Reducing oil and gas production
Code name: Boga (for “Beyond Oil & Gas”, or “Beyond oil and gas”, in French). France joined, Thursday, November 11, an international coalition whose vocation is toaccelerate the phase-out of fossil fuel production by setting a deadline (which has yet to be determined). On the initiative of Costa Rica and Denmark, this group should determine the “practices to help governments meet their commitment to phase out oil and gas production”, writes the website of the Ministry of Ecological Transition. The idea being to gradually abandon fossil fuels, a condition sine qua non to achieve the objectives set by the Paris Agreement signed in 2015.
However, it is a “small” coalition of a dozen countries or regions at this stage: Costa Rica, Denmark, France, Italy, Ireland, Greenland, New Zealand, Wales, Portugal, Quebec, Sweden and a (large) American state, California.
Stopping fossil fuel financing abroad without carbon capture techniques
France took its time, but it ended, on the very last day of the COP, by joining the coalition of countries pledging to put an end, by the end of 2022, to the financing of foreign projects. ‘fossil fuels without carbon capture techniques.
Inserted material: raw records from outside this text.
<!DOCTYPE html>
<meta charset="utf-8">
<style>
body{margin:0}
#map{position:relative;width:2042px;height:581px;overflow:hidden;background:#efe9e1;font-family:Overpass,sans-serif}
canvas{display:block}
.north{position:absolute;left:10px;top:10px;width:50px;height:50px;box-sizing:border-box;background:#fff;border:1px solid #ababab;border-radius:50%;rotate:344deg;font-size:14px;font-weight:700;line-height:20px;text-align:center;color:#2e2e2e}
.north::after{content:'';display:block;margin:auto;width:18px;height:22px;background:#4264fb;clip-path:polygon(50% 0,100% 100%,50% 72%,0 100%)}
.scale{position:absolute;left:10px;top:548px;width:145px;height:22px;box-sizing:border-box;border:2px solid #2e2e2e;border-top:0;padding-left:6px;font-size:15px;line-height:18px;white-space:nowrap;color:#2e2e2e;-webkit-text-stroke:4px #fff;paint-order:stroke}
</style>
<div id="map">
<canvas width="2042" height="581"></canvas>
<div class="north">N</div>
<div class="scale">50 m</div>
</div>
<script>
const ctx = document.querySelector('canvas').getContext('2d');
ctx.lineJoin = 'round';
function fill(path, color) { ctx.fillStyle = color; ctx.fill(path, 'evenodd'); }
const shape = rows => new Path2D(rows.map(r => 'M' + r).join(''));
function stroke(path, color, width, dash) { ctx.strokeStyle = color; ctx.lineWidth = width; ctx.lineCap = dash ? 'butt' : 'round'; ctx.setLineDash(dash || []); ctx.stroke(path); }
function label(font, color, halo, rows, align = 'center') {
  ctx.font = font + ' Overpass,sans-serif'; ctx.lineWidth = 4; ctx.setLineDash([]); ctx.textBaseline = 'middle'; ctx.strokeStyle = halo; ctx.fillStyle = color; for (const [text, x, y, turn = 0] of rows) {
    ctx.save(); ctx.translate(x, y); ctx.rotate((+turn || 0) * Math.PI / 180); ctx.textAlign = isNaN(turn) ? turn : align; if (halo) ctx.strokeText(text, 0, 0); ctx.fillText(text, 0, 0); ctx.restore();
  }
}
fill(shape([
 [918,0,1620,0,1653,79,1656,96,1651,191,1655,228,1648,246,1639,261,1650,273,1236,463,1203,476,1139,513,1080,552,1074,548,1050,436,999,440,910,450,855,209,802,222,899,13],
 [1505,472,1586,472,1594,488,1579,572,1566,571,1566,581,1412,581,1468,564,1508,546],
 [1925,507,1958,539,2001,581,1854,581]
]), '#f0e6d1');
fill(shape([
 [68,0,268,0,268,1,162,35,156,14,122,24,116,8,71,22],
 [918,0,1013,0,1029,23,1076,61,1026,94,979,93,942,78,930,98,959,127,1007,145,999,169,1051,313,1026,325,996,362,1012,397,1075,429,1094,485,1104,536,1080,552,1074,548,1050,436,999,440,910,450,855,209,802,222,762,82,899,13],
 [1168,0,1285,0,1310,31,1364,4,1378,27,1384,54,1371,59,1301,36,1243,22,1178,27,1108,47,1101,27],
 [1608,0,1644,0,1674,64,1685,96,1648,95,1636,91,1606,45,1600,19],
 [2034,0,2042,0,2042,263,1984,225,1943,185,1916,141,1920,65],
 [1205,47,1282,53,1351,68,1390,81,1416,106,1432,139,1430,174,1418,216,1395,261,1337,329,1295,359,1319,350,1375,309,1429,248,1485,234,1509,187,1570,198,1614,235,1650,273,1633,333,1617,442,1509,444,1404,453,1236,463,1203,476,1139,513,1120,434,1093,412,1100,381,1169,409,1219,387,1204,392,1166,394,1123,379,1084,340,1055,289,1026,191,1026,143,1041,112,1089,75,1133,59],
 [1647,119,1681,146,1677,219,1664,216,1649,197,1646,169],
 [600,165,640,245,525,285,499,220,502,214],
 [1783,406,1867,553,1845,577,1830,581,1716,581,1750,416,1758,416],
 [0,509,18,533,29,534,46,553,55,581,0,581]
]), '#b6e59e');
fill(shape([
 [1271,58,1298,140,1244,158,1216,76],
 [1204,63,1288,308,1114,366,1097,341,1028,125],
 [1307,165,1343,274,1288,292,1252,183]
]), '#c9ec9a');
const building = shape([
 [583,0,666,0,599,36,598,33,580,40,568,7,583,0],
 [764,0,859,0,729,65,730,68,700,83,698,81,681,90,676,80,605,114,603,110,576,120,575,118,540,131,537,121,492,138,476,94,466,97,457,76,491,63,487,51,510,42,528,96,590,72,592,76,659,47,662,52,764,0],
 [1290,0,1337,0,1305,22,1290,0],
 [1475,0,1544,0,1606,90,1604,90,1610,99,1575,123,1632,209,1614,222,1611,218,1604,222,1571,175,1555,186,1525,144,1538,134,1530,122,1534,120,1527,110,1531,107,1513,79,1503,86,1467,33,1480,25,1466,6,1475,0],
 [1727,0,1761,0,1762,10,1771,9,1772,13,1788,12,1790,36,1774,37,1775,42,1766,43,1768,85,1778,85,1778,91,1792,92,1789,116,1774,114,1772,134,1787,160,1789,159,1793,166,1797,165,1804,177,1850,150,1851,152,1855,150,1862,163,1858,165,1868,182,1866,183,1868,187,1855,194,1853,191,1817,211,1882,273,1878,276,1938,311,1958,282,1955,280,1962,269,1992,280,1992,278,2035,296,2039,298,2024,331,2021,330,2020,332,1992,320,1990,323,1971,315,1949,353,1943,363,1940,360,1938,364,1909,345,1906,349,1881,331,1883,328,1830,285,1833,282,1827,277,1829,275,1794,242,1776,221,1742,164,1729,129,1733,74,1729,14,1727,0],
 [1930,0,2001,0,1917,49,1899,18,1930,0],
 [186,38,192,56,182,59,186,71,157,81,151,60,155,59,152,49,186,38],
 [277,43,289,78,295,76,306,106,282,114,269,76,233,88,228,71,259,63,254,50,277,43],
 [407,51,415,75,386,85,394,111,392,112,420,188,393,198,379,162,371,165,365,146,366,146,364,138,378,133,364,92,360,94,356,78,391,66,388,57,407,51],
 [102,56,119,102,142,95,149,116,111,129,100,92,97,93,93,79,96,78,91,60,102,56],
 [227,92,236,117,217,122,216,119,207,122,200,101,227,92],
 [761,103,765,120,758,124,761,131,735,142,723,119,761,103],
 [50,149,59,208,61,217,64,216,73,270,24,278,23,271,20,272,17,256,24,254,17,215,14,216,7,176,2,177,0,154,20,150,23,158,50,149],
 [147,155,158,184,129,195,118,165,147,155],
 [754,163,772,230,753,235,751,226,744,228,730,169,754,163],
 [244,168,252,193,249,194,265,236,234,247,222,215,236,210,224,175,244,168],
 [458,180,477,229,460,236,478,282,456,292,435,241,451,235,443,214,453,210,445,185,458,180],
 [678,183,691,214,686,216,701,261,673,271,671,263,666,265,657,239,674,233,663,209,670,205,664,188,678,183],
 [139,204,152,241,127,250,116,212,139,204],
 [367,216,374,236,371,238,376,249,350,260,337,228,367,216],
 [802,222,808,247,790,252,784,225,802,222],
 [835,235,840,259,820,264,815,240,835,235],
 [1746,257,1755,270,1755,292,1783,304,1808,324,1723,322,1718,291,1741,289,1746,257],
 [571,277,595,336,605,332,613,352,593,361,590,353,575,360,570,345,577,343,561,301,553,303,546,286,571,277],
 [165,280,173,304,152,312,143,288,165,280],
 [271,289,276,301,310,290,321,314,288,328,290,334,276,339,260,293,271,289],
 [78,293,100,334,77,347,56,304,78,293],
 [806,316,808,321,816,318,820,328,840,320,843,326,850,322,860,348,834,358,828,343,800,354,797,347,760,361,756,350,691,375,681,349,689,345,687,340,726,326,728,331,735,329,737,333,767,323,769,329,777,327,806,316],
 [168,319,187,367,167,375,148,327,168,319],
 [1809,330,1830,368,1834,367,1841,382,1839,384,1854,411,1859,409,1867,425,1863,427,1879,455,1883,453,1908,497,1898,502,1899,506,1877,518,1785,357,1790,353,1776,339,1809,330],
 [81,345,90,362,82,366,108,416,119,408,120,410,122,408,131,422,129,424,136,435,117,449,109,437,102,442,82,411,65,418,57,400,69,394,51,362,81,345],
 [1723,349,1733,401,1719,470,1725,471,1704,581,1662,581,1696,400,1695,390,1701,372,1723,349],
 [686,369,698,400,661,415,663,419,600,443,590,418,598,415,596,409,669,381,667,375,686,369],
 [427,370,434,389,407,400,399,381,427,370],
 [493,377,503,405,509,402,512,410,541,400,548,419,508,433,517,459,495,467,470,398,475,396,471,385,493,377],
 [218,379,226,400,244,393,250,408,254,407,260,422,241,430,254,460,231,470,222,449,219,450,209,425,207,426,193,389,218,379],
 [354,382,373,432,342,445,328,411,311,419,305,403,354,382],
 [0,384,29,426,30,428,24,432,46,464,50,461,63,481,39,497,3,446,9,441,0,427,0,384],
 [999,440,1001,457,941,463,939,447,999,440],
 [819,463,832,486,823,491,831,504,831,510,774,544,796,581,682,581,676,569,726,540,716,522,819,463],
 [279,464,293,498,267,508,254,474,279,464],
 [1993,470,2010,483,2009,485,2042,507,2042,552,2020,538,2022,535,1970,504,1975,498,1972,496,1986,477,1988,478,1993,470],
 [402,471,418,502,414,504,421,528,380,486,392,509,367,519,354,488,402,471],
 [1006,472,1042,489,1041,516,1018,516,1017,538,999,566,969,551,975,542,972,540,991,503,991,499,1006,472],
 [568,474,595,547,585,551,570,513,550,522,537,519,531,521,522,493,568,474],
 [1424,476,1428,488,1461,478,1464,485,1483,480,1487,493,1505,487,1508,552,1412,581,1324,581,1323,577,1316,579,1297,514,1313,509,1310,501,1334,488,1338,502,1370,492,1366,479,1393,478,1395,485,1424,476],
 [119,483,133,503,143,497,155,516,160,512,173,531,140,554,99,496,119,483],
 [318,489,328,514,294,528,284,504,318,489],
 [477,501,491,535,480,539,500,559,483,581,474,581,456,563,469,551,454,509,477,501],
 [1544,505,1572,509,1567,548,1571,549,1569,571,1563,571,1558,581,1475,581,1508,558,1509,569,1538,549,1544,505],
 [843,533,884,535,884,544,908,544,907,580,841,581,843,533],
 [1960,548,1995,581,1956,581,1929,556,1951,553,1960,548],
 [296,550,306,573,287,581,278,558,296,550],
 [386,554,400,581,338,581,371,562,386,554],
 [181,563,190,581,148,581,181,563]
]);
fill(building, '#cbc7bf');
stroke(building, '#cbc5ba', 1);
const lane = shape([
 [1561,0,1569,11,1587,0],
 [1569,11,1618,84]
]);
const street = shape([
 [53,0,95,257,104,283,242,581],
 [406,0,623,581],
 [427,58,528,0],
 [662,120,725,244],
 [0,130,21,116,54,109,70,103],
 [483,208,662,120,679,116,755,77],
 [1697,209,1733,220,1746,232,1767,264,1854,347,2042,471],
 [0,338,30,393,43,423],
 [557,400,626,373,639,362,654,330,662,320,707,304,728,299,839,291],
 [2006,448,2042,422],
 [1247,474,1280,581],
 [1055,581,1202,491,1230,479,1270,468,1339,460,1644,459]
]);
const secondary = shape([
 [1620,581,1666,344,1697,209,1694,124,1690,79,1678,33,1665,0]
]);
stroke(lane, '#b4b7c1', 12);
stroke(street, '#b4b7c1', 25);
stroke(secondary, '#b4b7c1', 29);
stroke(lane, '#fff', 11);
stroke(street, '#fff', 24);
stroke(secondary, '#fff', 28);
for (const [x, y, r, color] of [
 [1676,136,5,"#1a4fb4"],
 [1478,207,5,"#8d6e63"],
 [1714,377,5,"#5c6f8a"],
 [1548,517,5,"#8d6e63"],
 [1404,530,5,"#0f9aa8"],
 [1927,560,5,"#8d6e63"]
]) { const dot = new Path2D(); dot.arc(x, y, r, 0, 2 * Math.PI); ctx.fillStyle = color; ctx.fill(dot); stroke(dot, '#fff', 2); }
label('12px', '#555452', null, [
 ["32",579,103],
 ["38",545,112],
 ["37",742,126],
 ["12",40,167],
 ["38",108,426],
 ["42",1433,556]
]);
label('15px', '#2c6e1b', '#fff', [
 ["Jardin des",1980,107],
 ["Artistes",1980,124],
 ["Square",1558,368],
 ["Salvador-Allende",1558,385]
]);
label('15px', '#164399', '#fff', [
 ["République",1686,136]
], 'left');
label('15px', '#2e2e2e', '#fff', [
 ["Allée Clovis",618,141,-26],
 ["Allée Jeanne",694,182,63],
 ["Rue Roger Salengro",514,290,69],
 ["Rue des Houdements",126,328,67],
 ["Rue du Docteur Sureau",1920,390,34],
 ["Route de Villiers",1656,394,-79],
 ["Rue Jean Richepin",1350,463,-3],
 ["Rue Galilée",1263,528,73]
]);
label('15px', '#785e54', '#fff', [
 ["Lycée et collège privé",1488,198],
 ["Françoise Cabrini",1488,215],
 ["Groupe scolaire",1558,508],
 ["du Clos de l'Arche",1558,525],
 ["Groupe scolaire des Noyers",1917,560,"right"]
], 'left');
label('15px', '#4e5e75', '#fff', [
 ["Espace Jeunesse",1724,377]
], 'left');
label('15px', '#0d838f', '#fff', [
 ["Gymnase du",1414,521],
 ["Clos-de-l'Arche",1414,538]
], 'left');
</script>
This agreement therefore involves around twenty countries, including the United States and Germany. G20 nations had previously agreed to stop supporting overseas coal-fired power plant projects, but this new plan includes gas and oil for the first time and contains the promise to redirect money from those investments. towards renewable energies. If this commitment is kept, more than $ 15 billion should benefit clean energy, experts say.
Stop deforestation by 2030
As of November 2, nearly 180 countries they are engaged stop deforestation by 2030. This agreement plans to mobilize 16.5 billion euros for the protection and restoration of forests. In details, twelve countries, including France, will commit to jointly mobilizing 10.3 billion euros in public funds between 2021 and 2025, to fight against deforestation. To this sum should be added 6.24 billion euros of private investment. Among these funds, 1.3 billion euros will be dedicated in particular to the protection of the Congo Basin, which is home to the second largest tropical forest in the world after the Amazon.
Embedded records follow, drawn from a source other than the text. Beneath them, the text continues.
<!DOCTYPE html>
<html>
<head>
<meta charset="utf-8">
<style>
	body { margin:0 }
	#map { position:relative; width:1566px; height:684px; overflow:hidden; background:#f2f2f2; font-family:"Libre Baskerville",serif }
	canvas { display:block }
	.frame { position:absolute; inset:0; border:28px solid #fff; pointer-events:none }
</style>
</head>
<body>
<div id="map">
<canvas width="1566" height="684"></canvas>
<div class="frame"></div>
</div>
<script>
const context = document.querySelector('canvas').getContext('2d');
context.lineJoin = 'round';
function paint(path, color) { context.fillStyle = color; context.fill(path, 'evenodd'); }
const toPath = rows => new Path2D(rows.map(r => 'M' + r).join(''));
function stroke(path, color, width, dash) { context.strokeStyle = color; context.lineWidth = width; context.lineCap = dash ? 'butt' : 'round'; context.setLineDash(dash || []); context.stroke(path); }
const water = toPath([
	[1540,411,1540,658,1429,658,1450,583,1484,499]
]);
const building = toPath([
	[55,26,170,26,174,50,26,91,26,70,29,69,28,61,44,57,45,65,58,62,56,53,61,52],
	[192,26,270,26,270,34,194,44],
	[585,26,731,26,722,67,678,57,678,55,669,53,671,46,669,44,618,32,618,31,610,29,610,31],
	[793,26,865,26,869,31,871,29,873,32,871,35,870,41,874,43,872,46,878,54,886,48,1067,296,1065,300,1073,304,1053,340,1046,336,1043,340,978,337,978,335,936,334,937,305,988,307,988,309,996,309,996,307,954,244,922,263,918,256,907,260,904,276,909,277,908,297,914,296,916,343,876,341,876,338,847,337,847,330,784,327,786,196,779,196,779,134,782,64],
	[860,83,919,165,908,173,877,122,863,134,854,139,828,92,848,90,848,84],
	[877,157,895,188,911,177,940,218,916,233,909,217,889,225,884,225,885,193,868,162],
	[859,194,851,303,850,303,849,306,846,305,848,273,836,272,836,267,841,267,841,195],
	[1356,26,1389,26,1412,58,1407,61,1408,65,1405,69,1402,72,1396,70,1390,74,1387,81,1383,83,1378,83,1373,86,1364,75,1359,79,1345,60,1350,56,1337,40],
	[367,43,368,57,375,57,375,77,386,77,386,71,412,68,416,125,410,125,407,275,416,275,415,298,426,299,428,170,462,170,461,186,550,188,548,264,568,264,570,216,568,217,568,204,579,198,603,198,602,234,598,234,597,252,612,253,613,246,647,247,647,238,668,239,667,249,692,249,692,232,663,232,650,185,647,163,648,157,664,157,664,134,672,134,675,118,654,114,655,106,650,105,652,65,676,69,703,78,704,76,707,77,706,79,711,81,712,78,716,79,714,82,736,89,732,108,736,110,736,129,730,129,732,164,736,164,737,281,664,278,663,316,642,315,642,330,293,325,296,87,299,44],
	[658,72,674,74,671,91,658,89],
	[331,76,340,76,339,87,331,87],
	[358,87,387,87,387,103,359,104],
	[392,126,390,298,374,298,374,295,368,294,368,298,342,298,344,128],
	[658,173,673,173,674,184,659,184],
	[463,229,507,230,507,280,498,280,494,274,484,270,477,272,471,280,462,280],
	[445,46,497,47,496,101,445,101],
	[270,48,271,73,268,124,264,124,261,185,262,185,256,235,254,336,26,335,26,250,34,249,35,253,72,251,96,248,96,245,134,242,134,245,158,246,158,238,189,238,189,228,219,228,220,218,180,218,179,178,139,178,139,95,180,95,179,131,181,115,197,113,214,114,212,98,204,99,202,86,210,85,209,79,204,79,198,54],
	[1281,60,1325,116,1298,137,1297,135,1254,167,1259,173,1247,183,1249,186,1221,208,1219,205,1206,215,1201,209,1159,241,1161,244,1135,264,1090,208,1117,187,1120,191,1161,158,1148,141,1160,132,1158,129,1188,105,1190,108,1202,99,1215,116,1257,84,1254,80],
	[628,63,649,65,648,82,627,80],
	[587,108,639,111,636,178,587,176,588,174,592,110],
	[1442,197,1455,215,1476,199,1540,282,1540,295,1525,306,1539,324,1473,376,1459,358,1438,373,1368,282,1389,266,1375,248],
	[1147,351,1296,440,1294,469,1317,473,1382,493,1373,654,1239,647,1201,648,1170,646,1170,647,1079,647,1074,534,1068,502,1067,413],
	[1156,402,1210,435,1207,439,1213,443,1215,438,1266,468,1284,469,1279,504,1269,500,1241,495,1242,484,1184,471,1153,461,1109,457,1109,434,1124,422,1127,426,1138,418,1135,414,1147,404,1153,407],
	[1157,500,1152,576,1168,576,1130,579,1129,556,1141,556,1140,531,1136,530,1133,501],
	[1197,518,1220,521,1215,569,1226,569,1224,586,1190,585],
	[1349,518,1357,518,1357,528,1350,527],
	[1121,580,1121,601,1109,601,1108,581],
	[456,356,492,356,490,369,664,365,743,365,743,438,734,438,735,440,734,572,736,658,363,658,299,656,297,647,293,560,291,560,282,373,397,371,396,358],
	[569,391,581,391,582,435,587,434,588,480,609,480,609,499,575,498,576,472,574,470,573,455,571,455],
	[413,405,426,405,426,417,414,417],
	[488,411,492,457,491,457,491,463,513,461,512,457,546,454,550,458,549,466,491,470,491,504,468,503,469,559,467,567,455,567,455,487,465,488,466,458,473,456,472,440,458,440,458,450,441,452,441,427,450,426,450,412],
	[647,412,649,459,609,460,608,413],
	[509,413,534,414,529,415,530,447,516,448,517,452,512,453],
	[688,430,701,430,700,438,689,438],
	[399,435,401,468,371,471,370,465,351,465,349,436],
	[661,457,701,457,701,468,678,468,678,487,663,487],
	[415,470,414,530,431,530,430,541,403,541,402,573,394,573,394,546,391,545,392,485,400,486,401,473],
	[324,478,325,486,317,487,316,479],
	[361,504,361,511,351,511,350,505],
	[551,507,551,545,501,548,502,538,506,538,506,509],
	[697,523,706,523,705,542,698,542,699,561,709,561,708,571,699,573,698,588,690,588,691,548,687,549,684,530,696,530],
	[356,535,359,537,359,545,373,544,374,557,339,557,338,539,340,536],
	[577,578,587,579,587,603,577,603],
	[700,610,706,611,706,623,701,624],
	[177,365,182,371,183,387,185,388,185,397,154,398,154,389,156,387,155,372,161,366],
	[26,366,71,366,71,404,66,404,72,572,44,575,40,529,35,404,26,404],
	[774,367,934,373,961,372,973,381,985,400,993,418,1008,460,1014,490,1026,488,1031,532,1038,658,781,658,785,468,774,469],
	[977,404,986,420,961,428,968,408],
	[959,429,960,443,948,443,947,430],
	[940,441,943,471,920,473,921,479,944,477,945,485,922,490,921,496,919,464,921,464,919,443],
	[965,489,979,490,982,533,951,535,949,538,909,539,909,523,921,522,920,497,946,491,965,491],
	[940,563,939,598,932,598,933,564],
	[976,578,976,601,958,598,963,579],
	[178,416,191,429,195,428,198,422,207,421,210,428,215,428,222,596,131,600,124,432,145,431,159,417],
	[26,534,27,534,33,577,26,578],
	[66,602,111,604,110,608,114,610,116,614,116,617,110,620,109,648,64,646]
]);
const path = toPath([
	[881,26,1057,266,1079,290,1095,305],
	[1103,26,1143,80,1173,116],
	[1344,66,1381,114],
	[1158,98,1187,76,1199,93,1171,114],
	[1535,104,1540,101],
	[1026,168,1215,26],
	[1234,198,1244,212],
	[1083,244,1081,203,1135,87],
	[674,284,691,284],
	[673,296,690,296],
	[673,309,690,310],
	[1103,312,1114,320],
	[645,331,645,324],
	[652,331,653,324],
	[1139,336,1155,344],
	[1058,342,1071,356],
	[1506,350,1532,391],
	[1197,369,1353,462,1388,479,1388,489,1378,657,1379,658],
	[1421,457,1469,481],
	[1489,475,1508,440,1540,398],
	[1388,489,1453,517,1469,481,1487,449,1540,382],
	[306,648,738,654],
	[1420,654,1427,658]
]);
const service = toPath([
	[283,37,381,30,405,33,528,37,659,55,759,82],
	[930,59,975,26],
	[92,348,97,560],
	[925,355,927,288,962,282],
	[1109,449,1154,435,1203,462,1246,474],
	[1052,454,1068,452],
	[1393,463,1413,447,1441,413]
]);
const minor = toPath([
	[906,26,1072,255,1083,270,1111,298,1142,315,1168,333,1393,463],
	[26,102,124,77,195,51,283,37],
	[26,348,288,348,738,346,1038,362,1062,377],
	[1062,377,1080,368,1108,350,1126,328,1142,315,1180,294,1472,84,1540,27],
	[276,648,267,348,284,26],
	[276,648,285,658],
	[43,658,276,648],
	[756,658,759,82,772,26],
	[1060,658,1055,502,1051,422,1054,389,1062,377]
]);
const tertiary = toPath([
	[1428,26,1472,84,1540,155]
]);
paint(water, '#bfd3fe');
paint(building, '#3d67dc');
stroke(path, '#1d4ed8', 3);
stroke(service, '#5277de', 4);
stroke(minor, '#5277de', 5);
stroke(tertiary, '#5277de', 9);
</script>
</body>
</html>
This commitment is, in reality, not really new, since it echoes the New York Declaration on Forests, Who dates 2014. At the time, many countries committed to halving deforestation by 2020 and – already – to end it in 2030. An objective that remains far too distant, say the NGOs.
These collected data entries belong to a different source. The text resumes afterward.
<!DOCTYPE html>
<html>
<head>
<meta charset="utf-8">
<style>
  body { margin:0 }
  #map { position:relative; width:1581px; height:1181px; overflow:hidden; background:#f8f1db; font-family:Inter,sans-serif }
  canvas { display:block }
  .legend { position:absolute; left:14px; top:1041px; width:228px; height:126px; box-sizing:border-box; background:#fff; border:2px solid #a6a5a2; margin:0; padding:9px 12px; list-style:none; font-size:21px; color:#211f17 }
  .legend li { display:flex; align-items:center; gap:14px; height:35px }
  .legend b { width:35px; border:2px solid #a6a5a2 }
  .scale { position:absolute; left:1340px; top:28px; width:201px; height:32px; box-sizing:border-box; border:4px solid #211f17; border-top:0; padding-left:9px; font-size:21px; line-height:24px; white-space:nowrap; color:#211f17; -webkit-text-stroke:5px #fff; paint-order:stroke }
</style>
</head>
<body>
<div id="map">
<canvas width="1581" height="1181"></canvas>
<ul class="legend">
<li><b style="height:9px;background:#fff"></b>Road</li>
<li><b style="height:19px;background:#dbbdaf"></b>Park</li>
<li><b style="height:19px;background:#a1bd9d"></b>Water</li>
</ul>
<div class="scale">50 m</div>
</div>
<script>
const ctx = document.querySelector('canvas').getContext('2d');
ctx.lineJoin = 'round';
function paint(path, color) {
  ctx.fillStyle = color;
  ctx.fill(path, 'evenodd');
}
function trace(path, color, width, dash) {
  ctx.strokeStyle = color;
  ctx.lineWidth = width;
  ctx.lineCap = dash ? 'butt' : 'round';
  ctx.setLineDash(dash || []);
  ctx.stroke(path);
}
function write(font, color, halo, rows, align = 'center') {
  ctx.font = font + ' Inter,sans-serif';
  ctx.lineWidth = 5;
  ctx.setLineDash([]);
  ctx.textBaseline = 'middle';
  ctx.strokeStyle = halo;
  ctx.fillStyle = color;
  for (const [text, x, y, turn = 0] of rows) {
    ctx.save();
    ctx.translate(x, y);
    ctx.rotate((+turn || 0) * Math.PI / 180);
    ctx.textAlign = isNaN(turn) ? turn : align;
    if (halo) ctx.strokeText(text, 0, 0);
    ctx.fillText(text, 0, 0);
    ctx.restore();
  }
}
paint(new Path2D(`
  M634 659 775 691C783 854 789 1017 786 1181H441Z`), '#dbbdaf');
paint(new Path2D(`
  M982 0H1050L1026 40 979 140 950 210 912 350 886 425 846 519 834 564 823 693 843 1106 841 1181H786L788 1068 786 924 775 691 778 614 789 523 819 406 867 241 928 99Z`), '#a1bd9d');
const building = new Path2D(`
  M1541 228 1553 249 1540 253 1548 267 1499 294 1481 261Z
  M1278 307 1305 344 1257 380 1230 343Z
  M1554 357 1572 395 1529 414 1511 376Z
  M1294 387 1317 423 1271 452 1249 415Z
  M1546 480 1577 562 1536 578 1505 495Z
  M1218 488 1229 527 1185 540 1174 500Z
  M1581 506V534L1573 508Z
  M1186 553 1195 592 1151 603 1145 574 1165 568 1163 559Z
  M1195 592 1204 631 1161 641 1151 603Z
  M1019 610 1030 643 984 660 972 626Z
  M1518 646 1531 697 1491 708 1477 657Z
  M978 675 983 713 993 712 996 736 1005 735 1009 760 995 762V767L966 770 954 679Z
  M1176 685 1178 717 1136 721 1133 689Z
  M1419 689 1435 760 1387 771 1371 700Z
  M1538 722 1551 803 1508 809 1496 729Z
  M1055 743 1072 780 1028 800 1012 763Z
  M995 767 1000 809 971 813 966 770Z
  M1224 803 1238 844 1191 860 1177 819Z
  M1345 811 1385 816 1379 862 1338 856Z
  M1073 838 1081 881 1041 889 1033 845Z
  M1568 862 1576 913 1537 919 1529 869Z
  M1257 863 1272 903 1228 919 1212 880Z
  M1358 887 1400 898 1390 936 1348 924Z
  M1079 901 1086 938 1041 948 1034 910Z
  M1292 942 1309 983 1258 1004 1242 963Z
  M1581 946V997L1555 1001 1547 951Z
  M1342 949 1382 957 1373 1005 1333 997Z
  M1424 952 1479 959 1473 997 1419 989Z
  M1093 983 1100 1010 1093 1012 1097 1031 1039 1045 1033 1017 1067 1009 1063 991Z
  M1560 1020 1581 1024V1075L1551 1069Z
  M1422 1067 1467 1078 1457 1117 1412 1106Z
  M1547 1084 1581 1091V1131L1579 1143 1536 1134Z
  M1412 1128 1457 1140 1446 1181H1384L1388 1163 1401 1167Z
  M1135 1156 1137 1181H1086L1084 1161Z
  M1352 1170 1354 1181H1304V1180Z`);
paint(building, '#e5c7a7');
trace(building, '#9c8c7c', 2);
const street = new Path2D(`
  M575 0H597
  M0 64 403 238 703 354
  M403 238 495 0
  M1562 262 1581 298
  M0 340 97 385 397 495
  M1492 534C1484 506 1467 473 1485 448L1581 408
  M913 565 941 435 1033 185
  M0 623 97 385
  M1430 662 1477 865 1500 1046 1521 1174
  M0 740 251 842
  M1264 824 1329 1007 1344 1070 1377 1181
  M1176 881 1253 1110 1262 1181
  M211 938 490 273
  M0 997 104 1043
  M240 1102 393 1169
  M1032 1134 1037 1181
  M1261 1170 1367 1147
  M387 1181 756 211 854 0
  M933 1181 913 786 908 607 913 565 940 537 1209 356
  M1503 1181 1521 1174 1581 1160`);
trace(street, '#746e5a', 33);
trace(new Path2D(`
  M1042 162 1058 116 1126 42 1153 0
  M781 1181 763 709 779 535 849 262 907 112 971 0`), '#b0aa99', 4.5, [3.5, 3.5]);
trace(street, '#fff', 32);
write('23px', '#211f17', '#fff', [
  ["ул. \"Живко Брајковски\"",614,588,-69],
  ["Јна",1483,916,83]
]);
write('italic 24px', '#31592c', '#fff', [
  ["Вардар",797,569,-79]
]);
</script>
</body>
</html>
Reducing methane emissions
Also on November 2, around 100 nations, which emit more than 40% of global methane emissions, pledged to reduce greenhouse gas emissions by at least 30% by 2030, compared to levels from 2020. Methane (CH4), emitted by agriculture and livestock, fossil fuels and waste, is the second greenhouse gas linked to human activity after carbon dioxide (CO2). Even if it is less talked about, its warming effect is about 29 times greater per kilogram than that of CO2 over a hundred years, and about 82 times over a period of twenty years.
The European Union and the United States are in the game, but the three biggest polluters – China, Russia and India – are still missing, which limits the scope of this announcement.